September 13, 2008

[C/C++] - Tips for better Memory Management

Undoubtedly, memory management is one of the most intricate and bug-prone issues in C++ programming. The power of accessing raw memory directly, the ability to allocate storage dynamically, and the utmost efficiency of C++ dictate very strict rules that you must follow in order to avoid memory-related bugs and runtime crashes.

Pointers are the primary means of accessing memory. C++ has two major categories of them: pointers to data and pointers to function. The second category is further divided into two subcategories: ordinary function pointers and pointers to members. In the following tips, we will explore these issues in depth and learn some technique to streamline the use of pointers while hiding their unwieldy syntax.

Pointers to functions are probably one of the least readable syntactic constructs of C++. The only less readable construct seems to be pointers to members. The first tip will teach you how to improve the readability of ordinary pointers to functions. This serves as the prerequisite for dealing with C++ pointers to members.

Next, we learn how to avoid memory fragmentation and its woeful consequences. Finally, we discuss the proper use of delete and delete[] operatorsstill, a fertile source of bugs and misconceptions.

Tip 5: Hiding the Cumbersome Syntax of Pointers to Functions

Can you tell what the following declaration means?

void (*p[10]) (void (*)());

p is an "array of 10 pointers to a function returning void and taking a pointer to another function that returns void and takes no arguments." The cumbersome syntax is nearly indecipherable, isn't it? You can simplify this declaration considerably by using typedefs. First, declare a typedef for "pointer to a function returning void and taking no arguments" as follows:

typedef void (*pfv)();

Next, declare another typedef for "pointer to a function returning void and taking a pfv":

typedef void (*pf_taking_pfv) (pfv);

Now declaring an array of 10 such pointers is a breeze:

pf_taking_pfv p[10]; /*equivalent to

void (*p[10]) (void (*)()); but much more readable*/

Tip 6: All About Pointers to Members

A class can have two general categories of members: function members and data members.
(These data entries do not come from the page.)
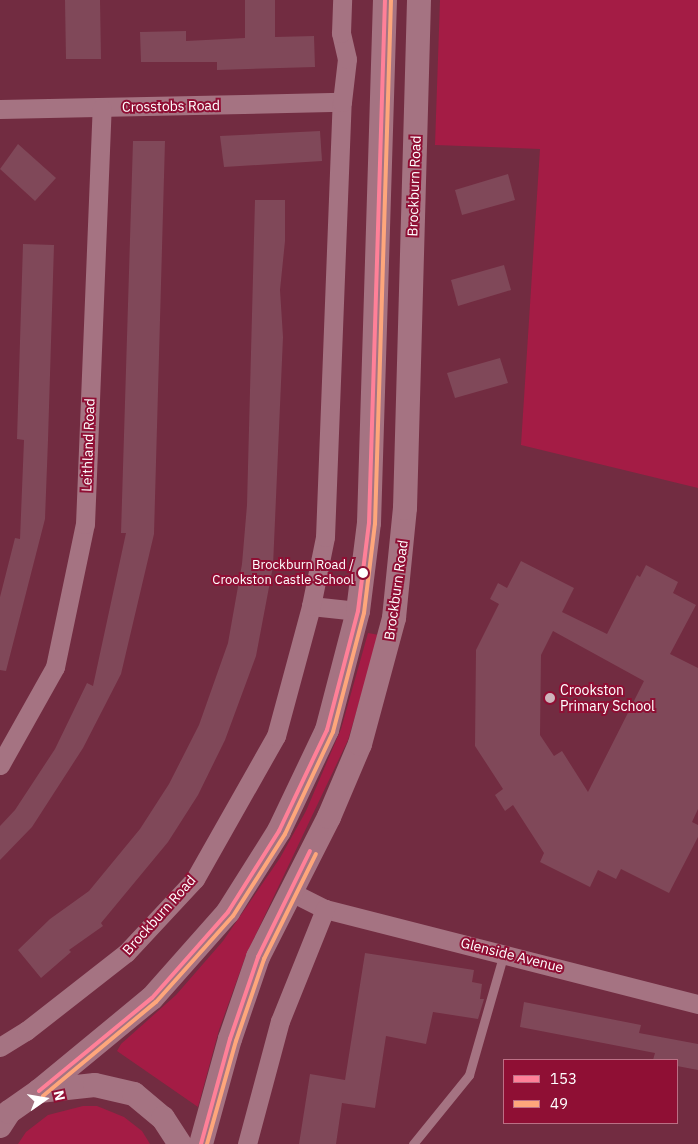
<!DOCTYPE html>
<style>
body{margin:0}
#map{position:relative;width:698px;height:1144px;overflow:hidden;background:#722c41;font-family:"IBM Plex Sans",sans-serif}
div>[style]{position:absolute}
.green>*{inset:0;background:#a41c45}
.building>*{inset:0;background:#804859}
.service>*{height:9px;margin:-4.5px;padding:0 4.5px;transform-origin:4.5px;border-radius:4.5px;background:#a57382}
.minor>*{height:19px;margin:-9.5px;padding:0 9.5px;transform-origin:9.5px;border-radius:9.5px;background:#a57382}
.tertiary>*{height:24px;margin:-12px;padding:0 12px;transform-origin:12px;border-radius:12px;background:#a57382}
.bus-1>*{height:4px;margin:-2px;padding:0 2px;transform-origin:2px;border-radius:2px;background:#ff8098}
.bus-2>*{height:4px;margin:-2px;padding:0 2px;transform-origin:2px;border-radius:2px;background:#fea67b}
.dots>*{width:14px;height:14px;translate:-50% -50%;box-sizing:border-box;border:2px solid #8f0f34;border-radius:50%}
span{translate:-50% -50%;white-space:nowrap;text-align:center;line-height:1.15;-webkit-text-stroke:4px #8f0f34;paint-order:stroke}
.bus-label{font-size:13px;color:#fff}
.right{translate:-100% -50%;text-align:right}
.street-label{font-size:14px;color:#fff}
.poi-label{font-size:14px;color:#fff}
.left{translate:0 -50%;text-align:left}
.legend{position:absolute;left:503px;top:1059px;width:175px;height:65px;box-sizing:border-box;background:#8f0f34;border:1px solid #bc6f85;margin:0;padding:6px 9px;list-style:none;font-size:15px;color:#fff}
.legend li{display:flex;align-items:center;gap:10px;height:25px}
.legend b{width:25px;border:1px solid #bc6f85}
.north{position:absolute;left:20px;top:1074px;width:50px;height:50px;-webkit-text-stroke:4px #8f0f34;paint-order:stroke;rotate:77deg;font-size:14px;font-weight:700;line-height:20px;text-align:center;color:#fff}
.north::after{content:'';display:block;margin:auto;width:18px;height:22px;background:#fff;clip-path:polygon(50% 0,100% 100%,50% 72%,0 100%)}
</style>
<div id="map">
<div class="green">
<i style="clip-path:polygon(440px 0,698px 0,698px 488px,521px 445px,540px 149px,435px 145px)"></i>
<i style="clip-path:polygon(368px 633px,379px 635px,348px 740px,246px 955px,219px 1030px,198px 1107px,117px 1051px,121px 1044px,176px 995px,223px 941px,280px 858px,306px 811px,341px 729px)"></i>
<i style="clip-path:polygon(83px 1106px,97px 1106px,124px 1117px,142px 1131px,150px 1144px,18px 1144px,26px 1132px,48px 1115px)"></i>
</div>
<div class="building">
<i style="clip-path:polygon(65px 0,100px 0,101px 59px,66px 59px)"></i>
<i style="clip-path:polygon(245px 0,275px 0,275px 37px,314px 36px,315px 67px,217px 70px,217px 62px,141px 62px,140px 32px,186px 31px,186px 41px,245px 38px)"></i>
<i style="clip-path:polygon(320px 131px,322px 161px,224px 167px,220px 136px)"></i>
<i style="clip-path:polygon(133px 141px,165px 141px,154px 534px,121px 674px,83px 748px,32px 827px,0 860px,0 826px,15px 810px,55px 749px,87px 683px,93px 686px,126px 533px,121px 533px)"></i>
<i style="clip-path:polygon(18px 144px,56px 178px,35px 201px,0 169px)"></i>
<i style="clip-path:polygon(508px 174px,515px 200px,462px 215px,455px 190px)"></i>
<i style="clip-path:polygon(255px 200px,285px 200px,285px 241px,280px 290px,283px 337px,273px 566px,256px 656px,225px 740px,198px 795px,168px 842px,101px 923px,103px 926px,69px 950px,71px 952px,41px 978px,18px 950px,50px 919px,89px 891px,140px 829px,169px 784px,199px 725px,228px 643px,242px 564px,247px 505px)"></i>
<i style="clip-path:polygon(23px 244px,54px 245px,48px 440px,45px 519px,6px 671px,0 670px,0 597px,15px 538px,20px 539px,24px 440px,17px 439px)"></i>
<i style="clip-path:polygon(504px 265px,511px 290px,458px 306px,451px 280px)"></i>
<i style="clip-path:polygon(500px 358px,508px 383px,455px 398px,447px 373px)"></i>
<i style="clip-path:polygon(evenodd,521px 561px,574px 588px,562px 612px,607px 634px,637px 575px,640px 577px,646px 565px,678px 582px,673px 593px,696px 605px,670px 654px,698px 668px,698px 809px,692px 822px,698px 825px,698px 837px,669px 893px,621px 869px,616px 879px,598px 870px,590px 887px,540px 862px,544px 853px,513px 805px,505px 811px,495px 795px,503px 789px,475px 746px,476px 650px,499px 604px,490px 599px,498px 583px,507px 588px,521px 561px,553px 631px,644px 681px,588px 792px,562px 751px,554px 756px,540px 735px,541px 655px,553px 631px)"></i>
<i style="clip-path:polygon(365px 953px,474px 970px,472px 982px,482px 984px,480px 999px,484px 999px,478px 1019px,433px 1012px,426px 1044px,386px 1036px,375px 1108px,342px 1103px,336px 1144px,299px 1144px,310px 1074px,345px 1080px)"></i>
<i style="clip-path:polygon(524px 1002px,641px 1025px,639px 1033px,698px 1044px,698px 1070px,677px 1066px,677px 1060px,653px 1060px,655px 1053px,520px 1027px)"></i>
</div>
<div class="service">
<i style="left:413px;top:1144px;width:89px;rotate:-50.9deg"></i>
<i style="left:469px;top:1075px;width:127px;rotate:-74deg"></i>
</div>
<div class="minor">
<i style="left:0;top:109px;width:342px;rotate:-1.2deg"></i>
<i style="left:311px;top:606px;width:47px;rotate:6.1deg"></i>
<i style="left:0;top:765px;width:112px;rotate:-60.7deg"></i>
<i style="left:55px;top:667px;width:146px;rotate:-78.2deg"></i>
<i style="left:85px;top:524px;width:416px;rotate:-87.7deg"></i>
<i style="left:289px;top:891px;width:40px;rotate:26.6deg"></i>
<i style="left:325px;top:909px;width:385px;rotate:14.3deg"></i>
<i style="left:0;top:1047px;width:31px;rotate:-32deg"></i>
<i style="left:26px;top:1031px;width:127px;rotate:-38deg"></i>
<i style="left:126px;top:953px;width:101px;rotate:-47deg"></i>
<i style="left:195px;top:879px;width:164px;rotate:-60.5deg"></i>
<i style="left:276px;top:736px;width:135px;rotate:-74.9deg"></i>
<i style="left:311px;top:606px;width:70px;rotate:-78.5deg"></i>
<i style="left:325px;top:537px;width:435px;rotate:-87.8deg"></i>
<i style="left:342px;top:102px;width:43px;rotate:-83.4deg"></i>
<i style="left:347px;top:59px;width:27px;rotate:-103deg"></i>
<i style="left:341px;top:33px;width:33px;rotate:-88deg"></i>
<i style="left:247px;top:1144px;width:127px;rotate:-75deg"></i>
<i style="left:280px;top:1021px;width:121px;rotate:-68.1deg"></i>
</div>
<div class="tertiary">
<i style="left:39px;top:1091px;width:146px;rotate:-39.5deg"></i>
<i style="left:152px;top:998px;width:115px;rotate:-48.5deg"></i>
<i style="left:228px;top:912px;width:96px;rotate:-57.8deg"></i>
<i style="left:279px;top:831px;width:112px;rotate:-64.6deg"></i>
<i style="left:327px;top:730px;width:123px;rotate:-75.4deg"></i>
<i style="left:358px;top:611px;width:89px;rotate:-82.9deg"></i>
<i style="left:369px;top:523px;width:523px;rotate:-88.25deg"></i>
<i style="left:0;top:1126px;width:17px;rotate:-57deg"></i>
<i style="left:9px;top:1112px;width:37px;rotate:-35deg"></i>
<i style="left:39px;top:1091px;width:56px;rotate:-6.1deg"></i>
<i style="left:95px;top:1085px;width:40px;rotate:13deg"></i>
<i style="left:134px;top:1094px;width:38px;rotate:40deg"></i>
<i style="left:163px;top:1118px;width:31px;rotate:57deg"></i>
<i style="left:201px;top:1144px;width:109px;rotate:-74.6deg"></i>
<i style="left:230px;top:1039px;width:87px;rotate:-71.1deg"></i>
<i style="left:258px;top:957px;width:157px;rotate:-63.1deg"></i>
<i style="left:329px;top:817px;width:79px;rotate:-67deg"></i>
<i style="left:360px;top:744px;width:131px;rotate:-74.9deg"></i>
<i style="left:394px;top:618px;width:111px;rotate:-84.3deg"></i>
<i style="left:405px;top:508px;width:508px;rotate:-88.42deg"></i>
</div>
<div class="bus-1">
<i style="left:39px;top:1091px;width:146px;rotate:-39.5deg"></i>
<i style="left:152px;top:998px;width:115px;rotate:-48.5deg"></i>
<i style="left:228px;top:912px;width:96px;rotate:-57.8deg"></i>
<i style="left:279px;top:831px;width:112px;rotate:-64.6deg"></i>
<i style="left:327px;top:730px;width:123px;rotate:-75.4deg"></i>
<i style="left:358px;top:611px;width:89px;rotate:-82.9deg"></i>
<i style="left:369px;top:523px;width:523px;rotate:-88.25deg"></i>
<i style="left:201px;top:1144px;width:109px;rotate:-74.6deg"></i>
<i style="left:230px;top:1039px;width:87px;rotate:-71.1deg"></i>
<i style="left:258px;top:957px;width:118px;rotate:-63.9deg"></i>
</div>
<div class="bus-2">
<i style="left:43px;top:1096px;width:147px;rotate:-39.8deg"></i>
<i style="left:156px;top:1002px;width:115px;rotate:-48.2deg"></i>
<i style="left:233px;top:916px;width:97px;rotate:-57.6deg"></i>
<i style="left:285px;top:834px;width:113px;rotate:-64.8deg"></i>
<i style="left:333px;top:732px;width:123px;rotate:-75.4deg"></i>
<i style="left:364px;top:613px;width:90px;rotate:-83deg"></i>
<i style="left:375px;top:524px;width:524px;rotate:-88.25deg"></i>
<i style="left:207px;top:1144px;width:107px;rotate:-74.3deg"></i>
<i style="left:236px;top:1041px;width:87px;rotate:-71.1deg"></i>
<i style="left:264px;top:959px;width:117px;rotate:-63.7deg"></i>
</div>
<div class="dots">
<i style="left:363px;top:573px;background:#fff"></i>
<i style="left:550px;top:698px;background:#ceb5bc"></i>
</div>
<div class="bus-label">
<span class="right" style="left:354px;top:573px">Brockburn Road /<br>Crookston Castle School</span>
</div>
<div class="street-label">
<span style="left:171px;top:106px;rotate:-1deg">Crosstobs Road</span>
<span style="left:414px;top:186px;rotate:-88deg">Brockburn Road</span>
<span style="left:88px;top:445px;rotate:-88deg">Leithland Road</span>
<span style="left:396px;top:590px;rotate:-82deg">Brockburn Road</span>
<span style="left:159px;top:915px;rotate:-48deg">Brockburn Road</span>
<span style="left:512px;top:955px;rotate:14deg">Glenside Avenue</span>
</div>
<div class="poi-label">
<span class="left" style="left:560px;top:698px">Crookston<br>Primary School</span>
</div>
<ul class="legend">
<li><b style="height:6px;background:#ff8098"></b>153</li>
<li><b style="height:6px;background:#fea67b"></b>49</li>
</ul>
<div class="north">N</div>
</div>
Likewise, there are two categories of pointers to members: pointers to member functions and pointers to data members. The latter are less common because in general, classes do not have public data members. However, when using legacy C code that contains structs or classes that happen to have public data members, pointers to data members are useful.
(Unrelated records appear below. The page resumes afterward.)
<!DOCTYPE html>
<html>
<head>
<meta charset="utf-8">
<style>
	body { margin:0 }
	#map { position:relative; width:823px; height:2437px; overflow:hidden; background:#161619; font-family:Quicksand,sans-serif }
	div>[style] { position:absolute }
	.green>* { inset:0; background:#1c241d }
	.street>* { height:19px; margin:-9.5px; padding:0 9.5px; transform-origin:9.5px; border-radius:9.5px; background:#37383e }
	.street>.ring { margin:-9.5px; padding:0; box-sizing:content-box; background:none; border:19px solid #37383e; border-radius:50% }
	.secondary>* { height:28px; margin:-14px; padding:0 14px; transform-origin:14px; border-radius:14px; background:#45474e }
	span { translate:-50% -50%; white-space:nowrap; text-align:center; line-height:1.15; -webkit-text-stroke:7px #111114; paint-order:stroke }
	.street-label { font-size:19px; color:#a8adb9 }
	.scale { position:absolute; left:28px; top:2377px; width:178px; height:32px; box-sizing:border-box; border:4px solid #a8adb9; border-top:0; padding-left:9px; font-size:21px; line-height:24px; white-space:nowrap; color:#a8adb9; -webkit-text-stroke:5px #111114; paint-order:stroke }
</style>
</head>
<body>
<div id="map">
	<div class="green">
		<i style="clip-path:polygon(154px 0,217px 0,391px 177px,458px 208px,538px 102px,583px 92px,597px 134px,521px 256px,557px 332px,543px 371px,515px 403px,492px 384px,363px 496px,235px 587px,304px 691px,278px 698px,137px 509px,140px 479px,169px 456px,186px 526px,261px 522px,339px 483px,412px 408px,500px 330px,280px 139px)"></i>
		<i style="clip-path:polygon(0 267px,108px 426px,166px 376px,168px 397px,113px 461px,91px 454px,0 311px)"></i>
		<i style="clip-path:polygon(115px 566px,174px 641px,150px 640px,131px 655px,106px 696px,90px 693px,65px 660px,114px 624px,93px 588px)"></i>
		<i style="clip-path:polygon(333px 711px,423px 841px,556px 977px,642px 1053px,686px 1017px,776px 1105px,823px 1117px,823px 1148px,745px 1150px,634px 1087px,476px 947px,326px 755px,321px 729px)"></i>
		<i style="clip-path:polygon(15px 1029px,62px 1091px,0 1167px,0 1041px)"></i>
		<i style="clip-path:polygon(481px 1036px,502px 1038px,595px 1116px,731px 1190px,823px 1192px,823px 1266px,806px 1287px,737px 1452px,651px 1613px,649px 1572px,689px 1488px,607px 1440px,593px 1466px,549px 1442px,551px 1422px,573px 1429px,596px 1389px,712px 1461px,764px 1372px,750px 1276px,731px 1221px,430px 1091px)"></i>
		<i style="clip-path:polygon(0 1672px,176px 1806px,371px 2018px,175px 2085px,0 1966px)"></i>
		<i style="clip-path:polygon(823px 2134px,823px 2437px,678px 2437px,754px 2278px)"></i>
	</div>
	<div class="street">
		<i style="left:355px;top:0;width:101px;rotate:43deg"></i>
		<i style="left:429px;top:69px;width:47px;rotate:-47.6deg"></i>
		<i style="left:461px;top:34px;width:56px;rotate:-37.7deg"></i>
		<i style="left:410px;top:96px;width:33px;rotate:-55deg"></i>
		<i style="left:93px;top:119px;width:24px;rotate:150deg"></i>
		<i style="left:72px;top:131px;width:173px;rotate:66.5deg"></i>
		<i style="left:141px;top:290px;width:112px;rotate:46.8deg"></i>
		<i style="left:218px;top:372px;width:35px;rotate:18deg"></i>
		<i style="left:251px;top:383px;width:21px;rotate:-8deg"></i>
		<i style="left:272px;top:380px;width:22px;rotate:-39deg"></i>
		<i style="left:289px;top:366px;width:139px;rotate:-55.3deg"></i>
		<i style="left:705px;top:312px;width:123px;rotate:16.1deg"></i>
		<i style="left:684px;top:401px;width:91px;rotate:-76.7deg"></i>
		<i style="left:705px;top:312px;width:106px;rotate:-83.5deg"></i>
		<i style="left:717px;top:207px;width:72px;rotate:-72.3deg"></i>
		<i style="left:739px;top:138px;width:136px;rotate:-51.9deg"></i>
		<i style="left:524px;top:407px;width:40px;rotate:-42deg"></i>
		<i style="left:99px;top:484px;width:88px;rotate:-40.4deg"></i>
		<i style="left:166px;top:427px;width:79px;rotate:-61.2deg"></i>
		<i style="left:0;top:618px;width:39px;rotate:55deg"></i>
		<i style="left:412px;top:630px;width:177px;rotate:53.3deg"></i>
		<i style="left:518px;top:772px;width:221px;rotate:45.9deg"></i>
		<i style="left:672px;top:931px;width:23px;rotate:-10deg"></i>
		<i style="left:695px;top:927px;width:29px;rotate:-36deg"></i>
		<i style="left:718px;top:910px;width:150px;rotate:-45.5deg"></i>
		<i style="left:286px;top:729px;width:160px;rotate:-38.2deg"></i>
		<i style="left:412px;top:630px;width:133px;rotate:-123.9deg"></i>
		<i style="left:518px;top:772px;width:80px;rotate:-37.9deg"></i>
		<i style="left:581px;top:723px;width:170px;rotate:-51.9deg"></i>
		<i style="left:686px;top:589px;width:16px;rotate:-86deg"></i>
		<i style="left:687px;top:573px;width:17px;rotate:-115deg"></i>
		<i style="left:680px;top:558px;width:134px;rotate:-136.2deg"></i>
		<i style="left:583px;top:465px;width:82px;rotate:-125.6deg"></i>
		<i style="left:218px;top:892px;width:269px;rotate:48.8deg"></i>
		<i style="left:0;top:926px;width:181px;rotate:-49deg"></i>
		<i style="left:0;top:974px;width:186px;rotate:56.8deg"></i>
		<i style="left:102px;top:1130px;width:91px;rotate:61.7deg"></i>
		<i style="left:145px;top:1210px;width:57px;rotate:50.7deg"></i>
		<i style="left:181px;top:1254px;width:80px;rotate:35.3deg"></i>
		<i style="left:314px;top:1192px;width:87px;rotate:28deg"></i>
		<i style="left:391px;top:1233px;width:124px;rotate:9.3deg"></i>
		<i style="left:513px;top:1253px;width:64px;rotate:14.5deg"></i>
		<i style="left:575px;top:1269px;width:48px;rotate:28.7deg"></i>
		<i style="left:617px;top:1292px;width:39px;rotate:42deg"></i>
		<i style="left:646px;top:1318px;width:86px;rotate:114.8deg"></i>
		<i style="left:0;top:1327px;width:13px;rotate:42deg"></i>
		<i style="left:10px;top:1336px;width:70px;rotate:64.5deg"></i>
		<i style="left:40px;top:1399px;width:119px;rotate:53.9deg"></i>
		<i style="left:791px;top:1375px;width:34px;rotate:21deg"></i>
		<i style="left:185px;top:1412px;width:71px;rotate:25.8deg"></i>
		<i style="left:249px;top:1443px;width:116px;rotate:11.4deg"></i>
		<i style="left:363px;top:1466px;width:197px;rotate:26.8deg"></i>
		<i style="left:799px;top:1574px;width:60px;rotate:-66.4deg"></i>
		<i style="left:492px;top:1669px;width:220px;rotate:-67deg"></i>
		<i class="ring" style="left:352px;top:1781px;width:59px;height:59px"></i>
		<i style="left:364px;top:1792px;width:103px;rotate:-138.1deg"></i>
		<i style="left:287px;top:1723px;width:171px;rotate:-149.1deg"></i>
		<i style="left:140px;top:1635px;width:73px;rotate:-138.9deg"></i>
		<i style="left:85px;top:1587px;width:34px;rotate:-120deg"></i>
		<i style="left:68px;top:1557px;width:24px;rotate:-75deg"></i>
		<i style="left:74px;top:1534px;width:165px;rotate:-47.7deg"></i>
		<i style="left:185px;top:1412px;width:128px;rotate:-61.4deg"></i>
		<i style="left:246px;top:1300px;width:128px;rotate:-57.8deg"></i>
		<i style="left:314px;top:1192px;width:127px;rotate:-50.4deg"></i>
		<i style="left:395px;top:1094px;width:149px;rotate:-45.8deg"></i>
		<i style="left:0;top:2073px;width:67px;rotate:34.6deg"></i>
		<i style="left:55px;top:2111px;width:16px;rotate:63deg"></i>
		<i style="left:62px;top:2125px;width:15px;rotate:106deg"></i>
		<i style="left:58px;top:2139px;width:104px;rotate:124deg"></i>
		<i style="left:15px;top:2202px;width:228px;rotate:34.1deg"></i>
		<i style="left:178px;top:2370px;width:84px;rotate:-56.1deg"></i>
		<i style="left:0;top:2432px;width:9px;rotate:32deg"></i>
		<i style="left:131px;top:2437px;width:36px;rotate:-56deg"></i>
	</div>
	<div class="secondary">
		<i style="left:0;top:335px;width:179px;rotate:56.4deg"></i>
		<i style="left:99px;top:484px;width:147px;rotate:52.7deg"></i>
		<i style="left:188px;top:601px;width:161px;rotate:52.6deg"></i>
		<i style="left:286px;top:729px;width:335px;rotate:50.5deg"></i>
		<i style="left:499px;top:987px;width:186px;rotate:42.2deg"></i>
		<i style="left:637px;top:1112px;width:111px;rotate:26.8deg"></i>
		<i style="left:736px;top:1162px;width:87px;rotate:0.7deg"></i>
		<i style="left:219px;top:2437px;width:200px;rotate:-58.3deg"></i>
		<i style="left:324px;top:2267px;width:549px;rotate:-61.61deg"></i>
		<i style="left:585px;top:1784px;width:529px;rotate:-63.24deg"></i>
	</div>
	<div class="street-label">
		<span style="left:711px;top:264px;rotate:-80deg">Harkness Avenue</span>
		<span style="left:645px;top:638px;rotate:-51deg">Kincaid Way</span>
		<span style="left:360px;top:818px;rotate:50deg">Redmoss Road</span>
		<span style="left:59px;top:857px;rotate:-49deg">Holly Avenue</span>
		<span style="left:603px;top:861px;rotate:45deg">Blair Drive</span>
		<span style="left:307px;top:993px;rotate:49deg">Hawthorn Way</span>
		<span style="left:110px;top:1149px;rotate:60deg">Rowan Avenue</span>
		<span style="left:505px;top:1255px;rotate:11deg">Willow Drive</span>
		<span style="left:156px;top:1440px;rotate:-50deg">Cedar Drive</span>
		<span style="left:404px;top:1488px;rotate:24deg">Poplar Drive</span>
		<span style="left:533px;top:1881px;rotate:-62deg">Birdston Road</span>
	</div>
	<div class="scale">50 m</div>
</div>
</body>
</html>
Pointers to members are one of the most intricate syntactic constructs in C++, and yet, they are a very powerful feature too. They enable you to invoke a member function of an object without having to know the name of that function. This is very handy implementing callbacks. Similarly, you can use a pointer to data member to examine and alter the value of a data member without knowing its name.

Pointers to Data Members

Although the syntax of pointers to members may seem a bit confusing at first, it's consistent and resembles the form of ordinary pointers, with the addition of the class name followed by the operator :: before the asterisk. For example, if an ordinary pointer to int looks as follows:

int * pi;

You define a pointer to an int member of class A as follows:

int A::*pmi; /* pmi is a pointer to an int member of A*/

You initialize a pointer to member like this:

class A

{

public:

int num;

int x;

};

int A::*pmi = & A::num; /* 1 */

The statement numbered 1 declares a pointer to an int member of class A and initializes it with the address of the member num. Using pmi and the built-in operator .* you can examine and modify the value of num in any object of class A:

A a1, a2;

int n=a1.*pmi; /* copy a1.num to n */

a1.*pmi=5; /* assign the value 5 to a1.num */

a2.*pmi=6; /* assign the value 6 to a2.num */

If you have a pointer to A, you need to use the built-in operator -”* instead:

A * pa=new A;

int n=pa-”*pmi;

pa-”*pmi=5;

Pointers To Member Functions

These consist of the member function's return type, the class name followed by ::, the pointer's name, and the function's parameter list. For example, a pointer to a member function of class A that returns an int and takes no arguments is defined as follows (note that both pairs of parentheses are mandatory):

class A

{

public:

int func ();

};

int (A::*pmf) ();

In other words, pmf is a pointer to a member function of class A that returns int and takes no arguments. In fact, a pointer to a member functions looks as an ordinary pointer to function, except that it also contains the class's name immediately followed by the :: operator. You can invoke the member function to which pmf points using operator .*:

pmf=&A::func;

A a;

(a.*pmf)(); /* invoke a.func() */

If you have a pointer to an object, you use the operator -”* instead:

A *pa=&a;

(pa-”*pmf)(); /*calls pa-”func() */

Pointers to member functions respect polymorphism. Thus, if you call a virtual member function through such a pointer, the call will be resolved dynamically. Note, however, that you can't take the address of a class's constructor and destructor.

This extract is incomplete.